Your task: From the following material, say how many lines have "align" in them; write only the number.
__________________________________________________
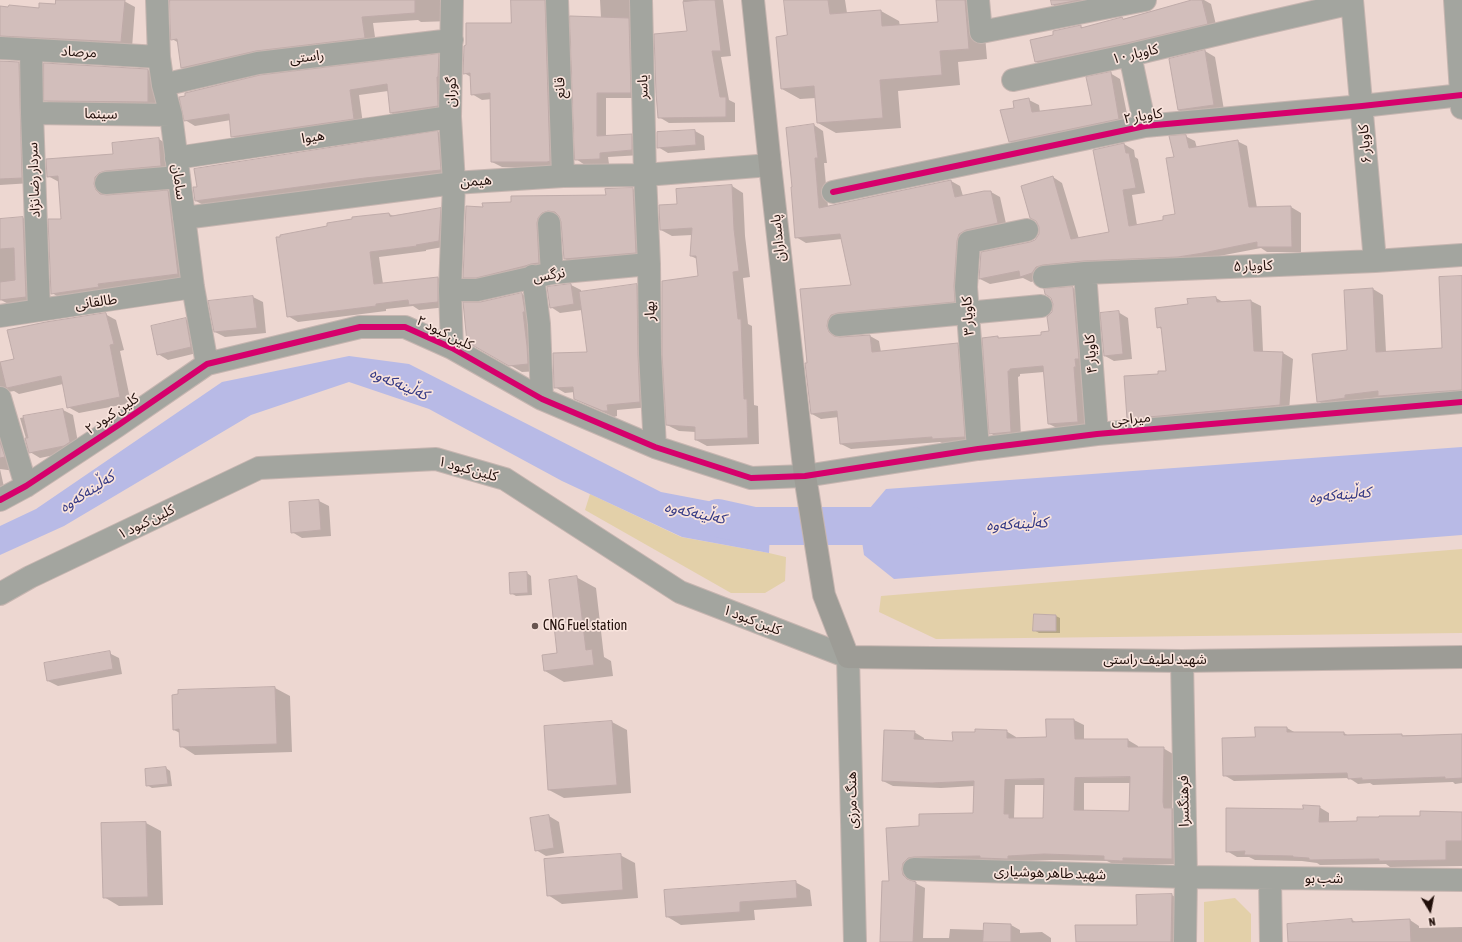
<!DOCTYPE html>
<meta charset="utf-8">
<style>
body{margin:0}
#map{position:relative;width:1462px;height:942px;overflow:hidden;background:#edd7d1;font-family:"Asap Condensed",sans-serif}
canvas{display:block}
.north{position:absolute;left:1410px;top:890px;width:40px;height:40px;-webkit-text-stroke:3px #f8e3dc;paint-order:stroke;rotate:170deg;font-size:11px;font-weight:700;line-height:16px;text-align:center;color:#210f0a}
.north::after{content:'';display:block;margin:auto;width:14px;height:18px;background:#210f0a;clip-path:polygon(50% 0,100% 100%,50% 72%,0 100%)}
</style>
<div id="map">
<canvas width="1462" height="942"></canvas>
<div class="north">N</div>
</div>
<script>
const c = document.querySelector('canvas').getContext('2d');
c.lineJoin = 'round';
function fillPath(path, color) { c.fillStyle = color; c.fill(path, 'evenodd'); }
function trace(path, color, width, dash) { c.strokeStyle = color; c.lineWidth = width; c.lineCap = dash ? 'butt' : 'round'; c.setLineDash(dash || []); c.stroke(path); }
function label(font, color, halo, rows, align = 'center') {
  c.font = font + ' "Asap Condensed","Noto Sans Arabic",sans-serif'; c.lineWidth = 3.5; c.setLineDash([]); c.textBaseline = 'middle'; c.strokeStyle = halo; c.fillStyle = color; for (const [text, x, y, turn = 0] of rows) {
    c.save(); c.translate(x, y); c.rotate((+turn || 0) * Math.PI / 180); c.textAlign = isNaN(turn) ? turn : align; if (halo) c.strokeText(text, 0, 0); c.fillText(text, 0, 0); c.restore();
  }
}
const green = new Path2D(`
 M590 494 681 537 769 553 786 557 785 581 765 593H731L585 510Z
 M1462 549V633L936 639 879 612 881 596Z
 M1235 898 1251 914V942H1204V902Z`);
const water = new Path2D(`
 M349 356 409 364 661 492 771 513 769 553 682 537 562 481 429 409 349 382 251 415 64 526 0 555V526L36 509 222 382Z
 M1462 447V535L894 579 864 555 859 521 886 489Z`);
const shadow = new Path2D(`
 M57 0 124 1 135 7 132 48 0 47V7L40 9 56 5Z
 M171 0H453L451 21 421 22 418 20 373 23 376 44 194 74 182 67 179 43 172 39Z
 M512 0H556L558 167H502L492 162V99L482 100 472 94 471 77 464 73 512 24Z
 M600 0H636L639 98H606V137L631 135 640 140 641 155 608 157 609 164 585 165 576 159 601 18Z
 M683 0H723L731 56 721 57 729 100 735 103V122L669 123 659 117 688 32Z
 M785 0H845L847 13 881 11 899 21 900 26 939 22 937 0H982L987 59 958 62 960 85 898 91 901 128 836 133 818 123 816 98 800 99 782 89 788 36Z
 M1052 0H1089L1062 11 1053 5Z
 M1195 0H1204L1211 4 1217 29 1046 67 1036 62 1031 41 1054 35 1080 26 1084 28 1115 24Z
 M1205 51 1215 57 1224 110 1188 115 1178 110Z
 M438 55 448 61 447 111 401 118 391 113 388 91 359 95 363 124 242 142 232 136 231 120 195 126 185 120Z
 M0 61 18 63 29 69 32 183 0 185Z
 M148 70 160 77 161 109 58 107 45 100Z
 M1110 73 1120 79 1129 124 1019 147 1010 141 1015 109 1029 100 1039 105 1040 112 1093 106Z
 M814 125 823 131 827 163H824L828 207 951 181 960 186 963 196 991 192 1000 197 1007 228 976 235 964 307 836 332 838 338 870 336 879 341 881 352 957 344 967 350 974 442 942 443 940 442 851 449 841 444 839 417 821 419 812 414 801 290 853 285 842 239 806 243 796 237Z
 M695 131 704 136 705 150 668 153 658 147Z
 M438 132 451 140 453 177 209 208 196 201 198 188 195 170Z
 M1185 136 1195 141 1197 148 1237 141 1247 146 1257 208 1291 207 1301 213V252H1267L1261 248 1188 262 1042 279 1031 282 1023 278 990 284 980 279 1036 240 1040 235 1053 177 1062 183 1079 239 1110 233 1124 144 1134 150 1135 157 1138 159 1145 193 1132 195 1137 225 1164 221 1176 215 1175 158Z
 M159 139 168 145 171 171 103 191 105 196 168 191 178 197 187 279 62 299 52 293 62 220 59 182 48 176Z
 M732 186 743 193 745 236 750 277 743 278 748 324 752 326 754 405 758 406 759 444 707 446 696 440V432L679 431 667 425 699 277 697 259 691 256 692 235 672 236 661 230 678 205 677 190Z
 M633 189 643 195 645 258 574 264 565 259 562 222 560 216H558L552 218 548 268 474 283 464 277 484 208 607 196Z
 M440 209 450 215 449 246 426 250V251L379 257 383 284 438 278 448 283 447 307 419 310 413 306 386 309V311L298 322 288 316 389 214 394 216Z
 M23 218 36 225 39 304 14 307 1 300 0 294V220Z
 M1462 277V395L1389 401 1382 397 1354 400 1355 404 1328 407 1318 401 1348 351 1345 291 1373 289 1383 295 1386 352 1443 349Z
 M571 285 581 290V292L637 285 646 291 650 407 617 410V416L614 417 585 404 575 398V392L565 393 555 387 588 353 582 310 560 313 551 307Z
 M1073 288 1083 293 1088 427 1059 429 1049 424 1044 372 1020 374V376L1018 377 1021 437 1000 439 990 433 997 337 1001 339 1042 335 1050 332 1054 304 1052 298 1045 290Z
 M522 294 535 301 540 371 522 372 468 341 480 303Z
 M253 297 263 302 266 333 225 337 215 332Z
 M1216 298 1223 302 1251 301 1261 306 1263 352 1283 353 1293 359 1289 411 1138 424 1128 418 1159 375 1168 372 1163 330 1158 327 1189 305Z
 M1118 312 1128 318 1132 359 1114 361 1105 356Z
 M105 314 116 320 124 350 120 351 131 403 79 413 68 407 63 384 19 394 14 391 8 392 0 398V363L15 360Z
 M186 320 196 325 201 352 168 360 158 354Z
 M63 410 73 415 79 448 74 451 40 458 30 452 20 418Z
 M0 427 15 471 0 469 4 487H0Z
 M319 501 329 506 331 536 302 538 292 532Z
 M527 573 531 576 532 595 516 596 511 593Z
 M576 577 596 588 604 657 611 661 613 676 564 682 545 671 558 654Z
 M1056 616 1060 618V633H1039L1034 630Z
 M109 653 119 658 122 674 58 686 48 681Z
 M275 688 290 696 292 752 195 755 181 746 180 733 174 730Z
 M1074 720 1084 725V740H1128L1138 746V748H1163L1173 754 1172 808 1173 809 1182 814 1181 864H1133V866L1115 865 1107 861 1054 860 1018 861V864L911 875 913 882 925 888 923 938H949L950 929 984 930 1011 925 1020 930V933L1042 932 1051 938V942H881L890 882 920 827 973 814 974 786 941 788 893 786 883 781 914 732 924 738V741L954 742 1006 731 1016 737V738H1047ZM1084 783H1131L1130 812 1084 811ZM1015 785H1045L1044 819 1014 818Z
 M612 722 627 730 631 793 564 798 549 790Z
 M1264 728H1287L1296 733H1344L1349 736 1462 735V783L1455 784 1453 782 1373 785 1370 783 1358 784 1349 778 1234 781 1224 775Z
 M166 768 170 771 172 786 152 788 147 785Z
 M1319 807 1329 813V822H1358L1421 817V812H1462V866L1390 867 1386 864 1320 865 1317 863 1302 861 1255 860 1249 857H1237L1227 851 1304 810Z
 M549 816 559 822 564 853 546 856 536 850Z
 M146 823 161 831 163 905 119 906 104 897Z
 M620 855 635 863 638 898 562 904 548 895Z
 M795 882 810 890 812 906 754 910 755 920 681 925 666 916Z
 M1172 895 1181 901V942H1077L1138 926Z
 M1352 920 1356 922 1410 920 1419 926V928L1462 927V942H1289Z`);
const river = new Path2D(`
 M718 518 754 526H912`);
const building = new Path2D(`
 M56 0H125L121 42 0 36V6L8 7 9 5 39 8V3L55 4Z
 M170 0H415V13L362 17 365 38 256 51 181 68 177 39 171 40Z
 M511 0H545L550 161 547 162H491L490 93 471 95 470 73 463 74 464 46 466 45V23H511Z
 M700 0H715L721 51H712L720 97H726V117L658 118 656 93 654 34 687 31 683 2Z
 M784 0H828L830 14 881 10 882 26 938 22 936 0H965L969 49 940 51 942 75 880 80 883 118 817 123 814 86 781 89 776 37 787 35Z
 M1051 0H1080L1052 5Z
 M1192 0H1202L1208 24 1127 43 1035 62 1030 40 1053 35V31L1081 25V28L1122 17 1123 19Z
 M570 16 629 18 631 93H597V136L632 134V150L600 153V159L575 160Z
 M1205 50 1214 105 1178 110 1169 59Z
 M439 54 438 77H437L438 106 390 113 387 84 350 90 354 119 231 137 229 114 184 121 179 97 185 96V93L260 75Z
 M0 61 19 62 22 178 0 179Z
 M44 63 148 69V102L44 101Z
 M1111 72 1119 119 1009 142 1000 110 1014 108 1013 101 1029 98 1032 112 1092 105 1086 77Z
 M814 124 818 158H815L819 208 951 180 955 197 984 191H991L998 223 966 230 959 234 957 241 954 286 955 302 838 313 831 315 828 320 827 326 829 332 834 336 840 337 870 335 872 352 958 343 965 437 932 439V437L840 444 837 411 811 414 805 363H807L800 289 851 285 840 234 795 238 791 187H792L786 128Z
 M695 130 696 145 657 148V132Z
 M438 131 441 170 365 178 195 201 193 187H197L194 169Z
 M1186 135 1189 148 1238 140 1249 207 1291 206 1292 247H1257V242L1203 253 1178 257 1084 261 1043 265 1036 267 1032 273 1020 277 1019 271 979 279 981 252 1030 242 1035 240 1039 234V227L1036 221 1030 218 1021 186 1053 176 1071 239 1109 232 1093 150 1124 143 1126 153H1129L1136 188 1123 190 1129 226 1163 220V216L1175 214 1166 158 1174 157 1169 136Z
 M159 138 161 166 105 171 99 173 95 177 94 184 96 190 100 194 107 195 168 190 178 274 98 284 99 287 51 294 48 219H61L58 176 47 177 46 159 113 154 112 143Z
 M732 185 734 229 739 271 733 272 738 319H741L744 399H747L748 438 695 440V427L666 425 662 354V281L698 276 696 256H690L692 228 660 230 659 205 677 204 676 189Z
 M633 188 636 253 564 259 561 222 559 216 555 212 548 211 542 213 538 218 537 223 539 263 531 264 525 266 476 278H463L466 206 483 207 482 203 511 202V196L606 195 605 189Z
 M441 208 439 241 416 245 417 246 370 252 374 284 438 277V302L409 305 408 300 376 304V306L287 317 276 237H280V235L327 226V223L352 219V217L389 213 390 216Z
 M23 217 26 297 0 300V282L15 280 14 248 0 249V219Z
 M1462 276V390L1378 396V391L1345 395V398L1317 402 1312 354 1347 350 1344 290 1373 288 1376 352 1442 348 1439 277Z
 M571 284 574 304 550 308 547 287Z
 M637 284 638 354 640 402 607 405 608 411H603L574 399 573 387 554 388 553 353 587 352 579 292Z
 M1073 287 1079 359H1075L1076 367H1074L1078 422 1048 424 1043 366 1010 369V371H1008L1011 432 989 434 982 338 998 336V338L1041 335V332L1049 331 1047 317 1052 312 1053 304 1051 298 1045 294 1044 289Z
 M522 293 525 312H523L527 346 528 364 509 366 467 342 463 302H480Z
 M253 296 257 328 214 332 208 301Z
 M1216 297 1217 302 1251 300 1254 351 1283 352 1280 405 1127 419 1124 376 1158 374V371H1166L1161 327 1157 328 1155 308 1188 304 1187 299Z
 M1119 311 1123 354 1104 356 1100 313Z
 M106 313 114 344 110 345 120 397 67 408 61 376 7 388 6 387 0 362 14 359 7 330 46 322Z
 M186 318 191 347 157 355 151 326Z
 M63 409 70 442 64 446 29 453 25 438H28L23 416Z
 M0 442 5 457 0 458Z
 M319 500 321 530 291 533 289 502Z
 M527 572 528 593 510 594 509 573Z
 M577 576 586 650 592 649 594 665 544 671 542 655 557 653 549 580Z
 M1034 614 1056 615V631H1033Z
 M110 651 113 669 47 681 44 663Z
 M275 687 277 744 180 747 179 729 173 730 172 695 178 694V690Z
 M1046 719H1074L1075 739H1128V747H1164L1163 802 1164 808H1172V859L1123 858V861L1104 860V856L1044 854 1008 856V859L980 858V856L914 857 908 858 903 863 902 869 903 875 907 879 916 882 913 942H880L882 881H889L886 828 919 826V814L973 813 974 781 931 783 882 781 884 730 915 731 914 739 953 741 952 732H975V729L1007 730V738L1046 737ZM1130 777 1129 811 1074 810 1075 778ZM1044 779 1043 818H1009V814H1004L1005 780Z
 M612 721 617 785 548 790 544 726Z
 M1255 727H1287V732H1344V735L1402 734V736L1462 734V778L1445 779V777L1362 780V778L1348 779 1347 773 1223 776 1222 738 1255 737Z
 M166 767 168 784 146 786 145 769Z
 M1303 805 1320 806 1319 822 1357 821V817H1379V816H1420V811L1462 812V841H1446V860L1379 861V859L1309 860V858L1293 857V856L1244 855 1245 851 1226 852V808L1303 809Z
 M549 815 554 848 535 851 530 818Z
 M146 822 148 897 103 898 101 823Z
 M621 854 623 890 547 896 544 859Z
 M796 881 797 898 740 902V912L666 917 664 890Z
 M1172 894 1171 942H1076L1075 925H1137L1136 895Z
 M1352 919V922L1410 919 1411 942H1288L1287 924Z
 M984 923 1011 924V942H983Z`);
const minor = new Path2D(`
 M157 0 159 57 163 85 171 115 193 287 207 364
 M557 0 563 176
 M641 0 645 175 649 264 650 354 655 447
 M978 0 981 32 1145 0
 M1352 0 1375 261
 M1455 0 1462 108
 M0 48 159 57
 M31 50 32 113 39 310
 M1130 55 1145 126
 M1013 80 1130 55 1256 25 1352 3
 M163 85 258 63 452 40
 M32 113 171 115
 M176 158 450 117
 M106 183 179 177
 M833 192 1145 126 1362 106 1462 95
 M184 218 454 183 563 176 645 175 770 165
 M549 223 552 273
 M1085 273 1097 434
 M533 276 539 324 542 399
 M1044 277 1085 273 1375 261 1462 255
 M450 290H477L552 273 649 264
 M0 316 193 287
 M839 325 1041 306
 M452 348 450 290 454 183 450 117 452 0
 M0 398 26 486
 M978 449 966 287 969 242 1027 230
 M0 500 26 486 117 426 207 364 360 327H405L452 348 542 399 655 447 751 478 805 476 978 449 1097 434 1462 402
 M0 594 30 577 259 468 436 459 505 479 680 592 848 657 855 942
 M1182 661 1186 877 1185 942
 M914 869 1186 877 1462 880
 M1270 878 1271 942`);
const major = new Path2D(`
 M753 0 770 165 805 476 824 595 848 657 1182 661 1462 657`);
const cycleway = new Path2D(`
 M833 192 1145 126 1362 106 1462 95
 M0 500 26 486 117 426 207 364 360 327H405L452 348 542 399 655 447 751 478 805 476 978 449 1097 434 1462 402`);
const markers = [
 [535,626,4,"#685550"]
];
const streetNames = [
 ["مرصاد",79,52,3],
 ["کاویار ۱۰",1135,54,-13],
 ["راستی",307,57,-7],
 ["یاسر",643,87,-91],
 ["قانع",560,88,-92],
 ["گوران",451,92,-88],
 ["سینما",101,114,1],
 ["کاویار ۲",1143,116,-9],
 ["هیوا",313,137,-9],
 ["کاویار ۶",1365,144,-95],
 ["سردار رضا نژاد",34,180,-92],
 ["هیمن",476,181,-4],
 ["سامان",179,182,82],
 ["پاسداران",778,238,-96],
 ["کاویار ۵",1253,266,-2],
 ["نرگس",549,275,-9],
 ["طالقانی",96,302,-8],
 ["بهار",650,311,-91],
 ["کاویار ۳",968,316,-94],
 ["کلین کبود ۲",445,333,26],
 ["کاویار ۴",1091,354,-94],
 ["کلین کبود ۲",112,414,-34],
 ["میراجی",1131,419,-5],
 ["کلین کبود ۱",468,469,15],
 ["کلین کبود ۱",146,522,-26],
 ["کلین کبود ۱",752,620,21],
 ["شهید لطیف راستی",1155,660],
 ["هنگ مرزی",852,800,-91],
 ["فرهنگسرا",1184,801,-91],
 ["شهید طاهر هوشیاری",1050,873,2],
 ["شب بو",1324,879]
];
const poiNames = [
 ["CNG Fuel station",543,626]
];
const waterNames = [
 ["کەڵینەکەوە",399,384,23],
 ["کەڵینەکەوە",87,492,-33],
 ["کەڵینەکەوە",1340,495,-5],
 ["کەڵینەکەوە",695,513,12],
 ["کەڵینەکەوە",1017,524,-3]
];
fillPath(green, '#e3d0a9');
fillPath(water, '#b8bae6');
fillPath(shadow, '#0003');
trace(river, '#b8bae6', 38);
fillPath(building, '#d2bebb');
trace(building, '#bfaba9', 1);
trace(minor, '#c6b5b0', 24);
trace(major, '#c6b5b0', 24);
trace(minor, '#a3a59f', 22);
trace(major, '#9d9c96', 22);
trace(cycleway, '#d6006c', 6);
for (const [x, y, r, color] of markers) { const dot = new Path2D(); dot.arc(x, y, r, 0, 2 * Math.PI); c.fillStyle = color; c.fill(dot); trace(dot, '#f8e3dc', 1.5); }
label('14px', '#210f0a', '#f8e3dc', streetNames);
label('14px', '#210f0a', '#f8e3dc', poiNames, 'left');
label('italic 15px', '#353a85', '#f8e3dc', waterNames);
</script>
__________________________________________________
Result for this task: 3